§ **Entries provided**
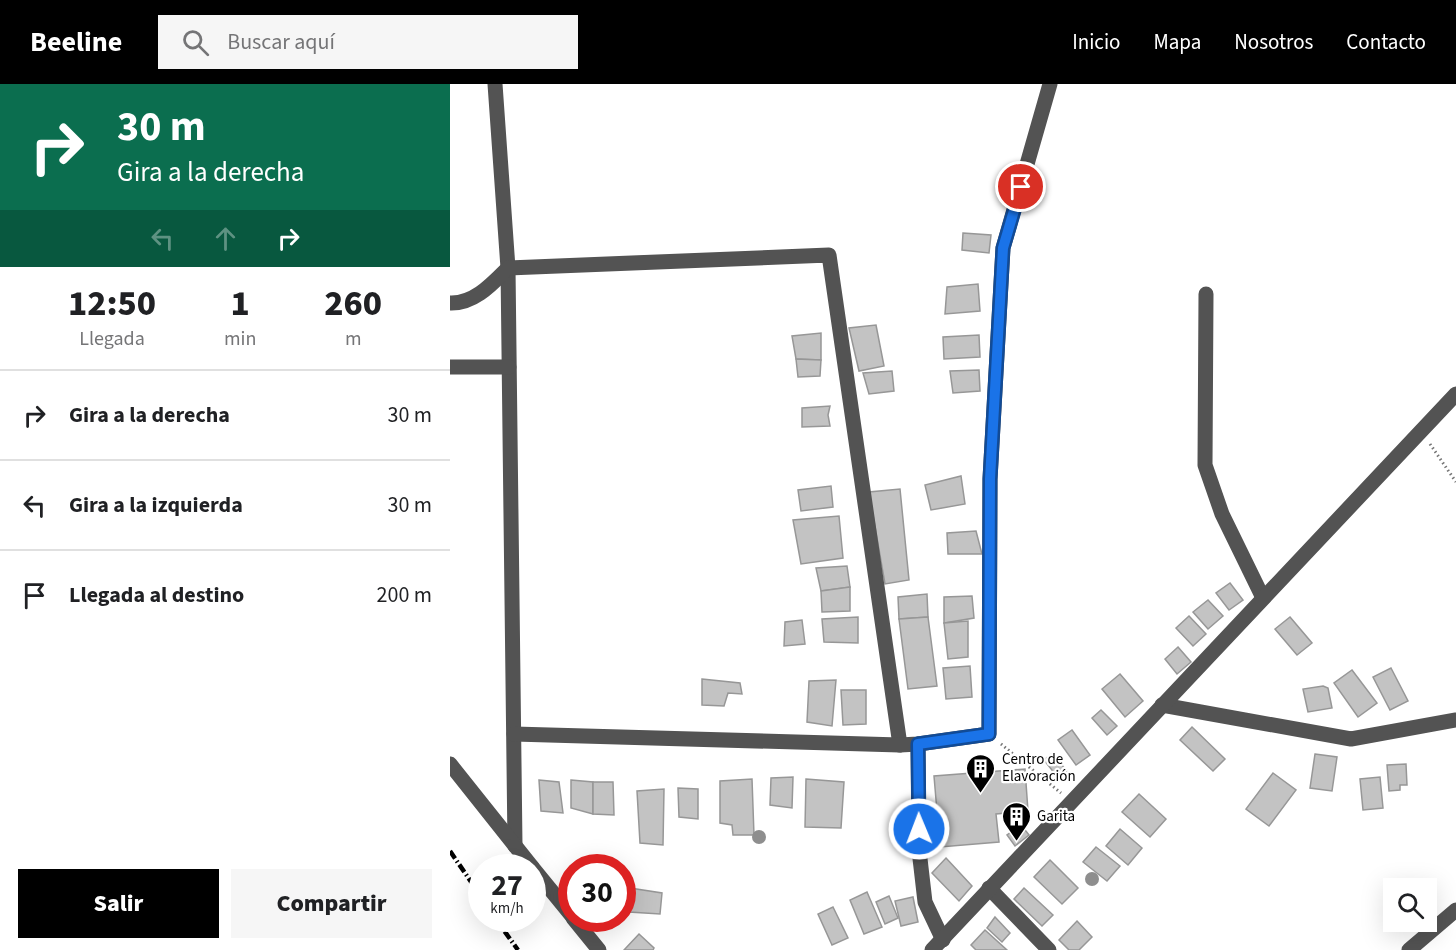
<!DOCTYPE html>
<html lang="es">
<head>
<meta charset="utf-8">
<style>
  body { margin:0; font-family:"Source Sans 3",sans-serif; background:#f6f6f6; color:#202124; height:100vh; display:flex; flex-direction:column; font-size:22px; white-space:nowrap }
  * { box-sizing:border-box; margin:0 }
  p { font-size:20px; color:#757577 }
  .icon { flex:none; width:33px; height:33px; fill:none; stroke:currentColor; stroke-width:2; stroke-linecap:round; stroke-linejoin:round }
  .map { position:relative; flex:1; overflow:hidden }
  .sheet { display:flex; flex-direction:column; background:#fff; width:450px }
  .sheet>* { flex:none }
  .hud { background:#0b6e4f; color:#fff; overflow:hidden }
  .controls { position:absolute; left:933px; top:794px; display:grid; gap:12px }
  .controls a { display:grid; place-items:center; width:54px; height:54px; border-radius:0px; background:#fff; box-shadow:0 6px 24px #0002; font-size:30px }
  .speed { position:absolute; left:18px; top:770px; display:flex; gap:12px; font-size:30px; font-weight:700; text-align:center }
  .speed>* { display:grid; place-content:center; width:78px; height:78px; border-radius:50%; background:#fff; box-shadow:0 6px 24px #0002; line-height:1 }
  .speed small { font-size:15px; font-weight:400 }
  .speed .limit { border:9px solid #d22; background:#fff; color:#111 }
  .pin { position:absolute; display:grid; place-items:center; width:51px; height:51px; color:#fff; margin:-26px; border:3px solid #fff; border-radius:50%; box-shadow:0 2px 6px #0007 }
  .me { position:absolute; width:66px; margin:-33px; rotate:359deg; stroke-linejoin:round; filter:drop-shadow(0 0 4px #0008) }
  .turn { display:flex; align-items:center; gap:21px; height:126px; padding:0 18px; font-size:27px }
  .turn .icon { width:78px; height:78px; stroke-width:2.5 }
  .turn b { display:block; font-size:42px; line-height:51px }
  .lanes { display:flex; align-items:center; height:57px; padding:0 18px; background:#0003; justify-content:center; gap:30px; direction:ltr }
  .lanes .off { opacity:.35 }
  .eta { display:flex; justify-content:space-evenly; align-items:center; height:102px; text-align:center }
  .eta b { font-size:36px; font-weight:800; line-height:42px }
  .cta { display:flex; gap:12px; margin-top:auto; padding:12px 18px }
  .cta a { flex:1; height:69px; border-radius:0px; background:#000; color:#fff; font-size:24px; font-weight:800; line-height:69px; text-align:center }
  .cta a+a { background:#f6f6f6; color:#202124 }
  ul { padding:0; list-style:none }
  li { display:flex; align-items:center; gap:18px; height:90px; padding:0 18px; border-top:2px solid #e0e0e0 }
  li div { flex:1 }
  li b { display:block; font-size:22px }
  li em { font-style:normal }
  header { display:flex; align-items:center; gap:36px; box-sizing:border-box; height:84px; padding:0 30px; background:#000; color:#fff }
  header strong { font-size:28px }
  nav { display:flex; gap:33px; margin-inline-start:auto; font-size:21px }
  .search { width:420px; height:54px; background:#f6f6f6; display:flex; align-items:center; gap:15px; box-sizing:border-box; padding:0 21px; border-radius:0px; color:#757577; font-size:22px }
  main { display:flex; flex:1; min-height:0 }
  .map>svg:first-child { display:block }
  .building { fill:#c3c3c3; stroke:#979797; stroke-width:1.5 }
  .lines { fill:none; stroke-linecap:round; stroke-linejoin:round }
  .path { stroke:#757575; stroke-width:3; stroke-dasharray:1.5 3; stroke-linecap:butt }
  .minor { stroke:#535353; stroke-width:15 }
  .rail { stroke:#000; stroke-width:4.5; stroke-dasharray:9 3 1.5 3; stroke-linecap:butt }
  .tree { fill:#8e8e8e }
  .route-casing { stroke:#114b97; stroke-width:15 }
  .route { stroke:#1a73e8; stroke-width:10 }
  .labels { text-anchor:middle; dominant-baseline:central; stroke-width:4.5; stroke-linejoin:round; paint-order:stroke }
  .poi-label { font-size:15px; fill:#000; stroke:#fff; text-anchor:start }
</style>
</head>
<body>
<header>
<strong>Beeline</strong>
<div class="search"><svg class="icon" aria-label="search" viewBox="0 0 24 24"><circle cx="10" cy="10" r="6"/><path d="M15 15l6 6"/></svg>Buscar aquí</div>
<nav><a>Inicio</a><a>Mapa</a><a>Nosotros</a><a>Contacto</a></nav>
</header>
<main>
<section class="sheet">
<div class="hud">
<div class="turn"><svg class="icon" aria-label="right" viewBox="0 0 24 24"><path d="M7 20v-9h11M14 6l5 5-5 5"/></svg><div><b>30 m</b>Gira a la derecha</div></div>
<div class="lanes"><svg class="icon off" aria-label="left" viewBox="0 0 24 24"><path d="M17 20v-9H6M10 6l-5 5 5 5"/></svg><svg class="icon off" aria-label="ahead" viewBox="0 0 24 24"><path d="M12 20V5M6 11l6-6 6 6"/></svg><svg class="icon" aria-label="right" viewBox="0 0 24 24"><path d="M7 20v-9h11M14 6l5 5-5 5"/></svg></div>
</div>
<div class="eta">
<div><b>12:50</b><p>Llegada</p></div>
<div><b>1</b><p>min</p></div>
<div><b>260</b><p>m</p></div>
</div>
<ul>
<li><svg class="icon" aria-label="right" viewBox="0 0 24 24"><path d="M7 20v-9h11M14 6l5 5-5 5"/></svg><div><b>Gira a la derecha</b></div><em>30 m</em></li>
<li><svg class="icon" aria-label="left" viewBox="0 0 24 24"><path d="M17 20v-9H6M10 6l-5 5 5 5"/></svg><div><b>Gira a la izquierda</b></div><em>30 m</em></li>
<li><svg class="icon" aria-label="arrive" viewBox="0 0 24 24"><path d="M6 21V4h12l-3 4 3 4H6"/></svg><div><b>Llegada al destino</b></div><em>200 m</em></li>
</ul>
<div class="cta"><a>Salir</a><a>Compartir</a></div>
</section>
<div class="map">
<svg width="1006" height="866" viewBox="0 0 1006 866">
  <rect width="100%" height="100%" fill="#fff"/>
  <g class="building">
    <path d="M513,149L541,151L539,169L512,166Z"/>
    <path d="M528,200L530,227L495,230L497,203Z"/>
    <path d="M426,241L434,282L409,287L399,244Z"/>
    <path d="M371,249V276L346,275L342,252Z"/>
    <path d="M529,251L530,273L494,275L493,253Z"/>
    <path d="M346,275L371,276L370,292L348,293Z"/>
    <path d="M529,286L530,307L503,309L500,287Z"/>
    <path d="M442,287L444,307L419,310L413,289Z"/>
    <path d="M380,322L378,331L380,342L352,343V324Z"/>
    <path d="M511,392L515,420L481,426L475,401Z"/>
    <path d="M381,402L383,423L351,427L348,406Z"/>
    <path d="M450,405L459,496L435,500L419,408Z"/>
    <path d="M389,432L393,474L351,480L343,436Z"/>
    <path d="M526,447L532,470H498L497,449Z"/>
    <path d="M397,482L400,503L371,507L366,484Z"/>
    <path d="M780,499L793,516L779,526L766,509Z"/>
    <path d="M400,503V527L372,528L371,507Z"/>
    <path d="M477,510L478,533L449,535L448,513Z"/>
    <path d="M522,512L524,534L494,539V513Z"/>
    <path d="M758,516L773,532L758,545L743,528Z"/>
    <path d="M739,532L756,550L743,562L726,544Z"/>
    <path d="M408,533V559L374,558L372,535Z"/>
    <path d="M478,533L487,602L458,605L449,535Z"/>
    <path d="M840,533L862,559L847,571L825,545Z"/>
    <path d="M352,536L355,560L334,562L335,538Z"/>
    <path d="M518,537V573L498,575L494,539Z"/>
    <path d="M728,563L741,578L727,590L715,575Z"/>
    <path d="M520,582L522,613L496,615L493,584Z"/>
    <path d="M941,584L958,617L940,626L923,593Z"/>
    <path d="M902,586L927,619L908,633L884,599Z"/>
    <path d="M670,590L693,617L675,633L652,605Z"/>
    <path d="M252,595L290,599L292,610L278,609L274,622L252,621Z"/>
    <path d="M386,596L382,642L357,638L359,597Z"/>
    <path d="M873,602L878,604L882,624L858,628L853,605Z"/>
    <path d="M391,606H416V640L393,641Z"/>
    <path d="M651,626L667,642L657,651L642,634Z"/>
    <path d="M742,643L775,675L763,687L730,656Z"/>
    <path d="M622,646L640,671L626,681L608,656Z"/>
    <path d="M603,669L618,689L609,695L594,676Z"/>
    <path d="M865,670L887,673L882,707L860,704Z"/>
    <path d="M956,680L957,701H950V706L939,707L937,681Z"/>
    <path d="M575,685L578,727L546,730L549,758L490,763L484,692Z"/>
    <path d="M823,689L846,706L819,742L796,725Z"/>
    <path d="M343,693L342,724L320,721L321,694Z"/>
    <path d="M930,693L933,724L913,726L910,695Z"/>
    <path d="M302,695L304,751H283L282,741L270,739V697Z"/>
    <path d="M356,695L394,698L391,744L355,743Z"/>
    <path d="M89,696L109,698L113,729L91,727Z"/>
    <path d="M121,696L143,698V730L121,724Z"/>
    <path d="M143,698H163L164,731L143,730Z"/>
    <path d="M228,704L248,705V735L229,733Z"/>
    <path d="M214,705L213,761L190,759L187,707Z"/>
    <path d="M689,710L716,735L700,753L672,728Z"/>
    <path d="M571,741L579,751L565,762L557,751Z"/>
    <path d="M670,745L692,764L678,781L656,762Z"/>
    <path d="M646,763L670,782L657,797L633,778Z"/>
    <path d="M496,774L522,802L509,817L482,789Z"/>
    <path d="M600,776L628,804L612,820L584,793Z"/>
    <path d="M165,777V783H141V778Z"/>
    <path d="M180,804L212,809L210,830L179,828Z"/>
    <path d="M574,804L603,831L592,842L564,815Z"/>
    <path d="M417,808L432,843L414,850L400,816Z"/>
    <path d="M439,812L448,834L435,840L426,818Z"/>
    <path d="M463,813L468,838L451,842L445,817Z"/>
    <path d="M383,823L398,854L382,861L368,830Z"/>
    <path d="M545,833L560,849L552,858L537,844Z"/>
    <path d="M627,837L642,853L629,866H619L609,856Z"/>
    <path d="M535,846L557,866H526L521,861Z"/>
    <path d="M189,850L204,864L203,866H174Z"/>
  </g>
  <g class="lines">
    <g class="path">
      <path d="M980,360L1006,398"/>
      <path d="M551,660L611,709"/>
    </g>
    <g class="minor">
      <path d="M45,0L58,184L65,762"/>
      <path d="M756,210L755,381L772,430L813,514"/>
      <path d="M0,219C24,220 42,200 58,184L379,171L450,661"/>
      <path d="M0,283H59"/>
      <path d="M712,621L901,655L1006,636"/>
      <path d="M64,650L450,661L468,660L539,650L540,395L553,164L600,0"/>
      <path d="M468,660L469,766L475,818L493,856"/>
      <path d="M0,680L82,783"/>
      <path d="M82,783L122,832"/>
      <path d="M539,804L599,866"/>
      <path d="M123,834L149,866"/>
      <path d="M482,866L1006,310"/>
      <path d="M959,866L1006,826"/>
    </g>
    <g class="rail">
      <path d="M0,767L32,814"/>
      <path d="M45,834L68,866"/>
    </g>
  </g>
  <g class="tree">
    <circle cx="309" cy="753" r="7"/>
    <circle cx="642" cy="795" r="7"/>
  </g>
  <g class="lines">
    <defs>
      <path id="route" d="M469,745L468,660L539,650L540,395L553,164L571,103"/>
    </defs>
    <use href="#route" class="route-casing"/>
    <use href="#route" class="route"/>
  </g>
  <defs>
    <symbol id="building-pin" viewBox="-11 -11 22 30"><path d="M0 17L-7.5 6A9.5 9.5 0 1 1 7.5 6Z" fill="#000" stroke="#fff"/><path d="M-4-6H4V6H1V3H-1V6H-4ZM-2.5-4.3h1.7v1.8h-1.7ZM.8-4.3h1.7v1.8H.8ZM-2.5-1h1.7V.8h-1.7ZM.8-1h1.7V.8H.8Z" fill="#fff"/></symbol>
  </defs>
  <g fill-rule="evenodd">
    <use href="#building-pin" x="514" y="668" width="33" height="45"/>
    <use href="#building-pin" x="550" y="716" width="33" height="45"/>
  </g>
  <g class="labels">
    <g class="poi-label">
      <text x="552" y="675">Centro de<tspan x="552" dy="17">Elavoración</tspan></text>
      <text x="587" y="732">Garita</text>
    </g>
  </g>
</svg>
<div class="controls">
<a><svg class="icon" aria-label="search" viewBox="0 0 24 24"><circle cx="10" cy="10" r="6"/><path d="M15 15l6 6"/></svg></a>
</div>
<div class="speed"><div>27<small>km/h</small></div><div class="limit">30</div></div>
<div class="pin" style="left:571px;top:103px;background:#d93025"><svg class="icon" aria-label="arrive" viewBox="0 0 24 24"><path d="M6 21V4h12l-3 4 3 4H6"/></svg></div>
<svg class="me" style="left:469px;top:745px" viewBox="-20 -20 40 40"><circle r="17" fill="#1a73e8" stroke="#fff" stroke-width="3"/><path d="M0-11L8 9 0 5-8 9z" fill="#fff"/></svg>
</div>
</main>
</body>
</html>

§ **Task directions**
The task calls for every line of the material that contains the string "controls".

§ **Answer box**
  .controls { position:absolute; left:933px; top:794px; display:grid; gap:12px }
  .controls a { display:grid; place-items:center; width:54px; height:54px; border-radius:0px; background:#fff; box-shadow:0 6px 24px #0002; font-size:30px }
<div class="controls">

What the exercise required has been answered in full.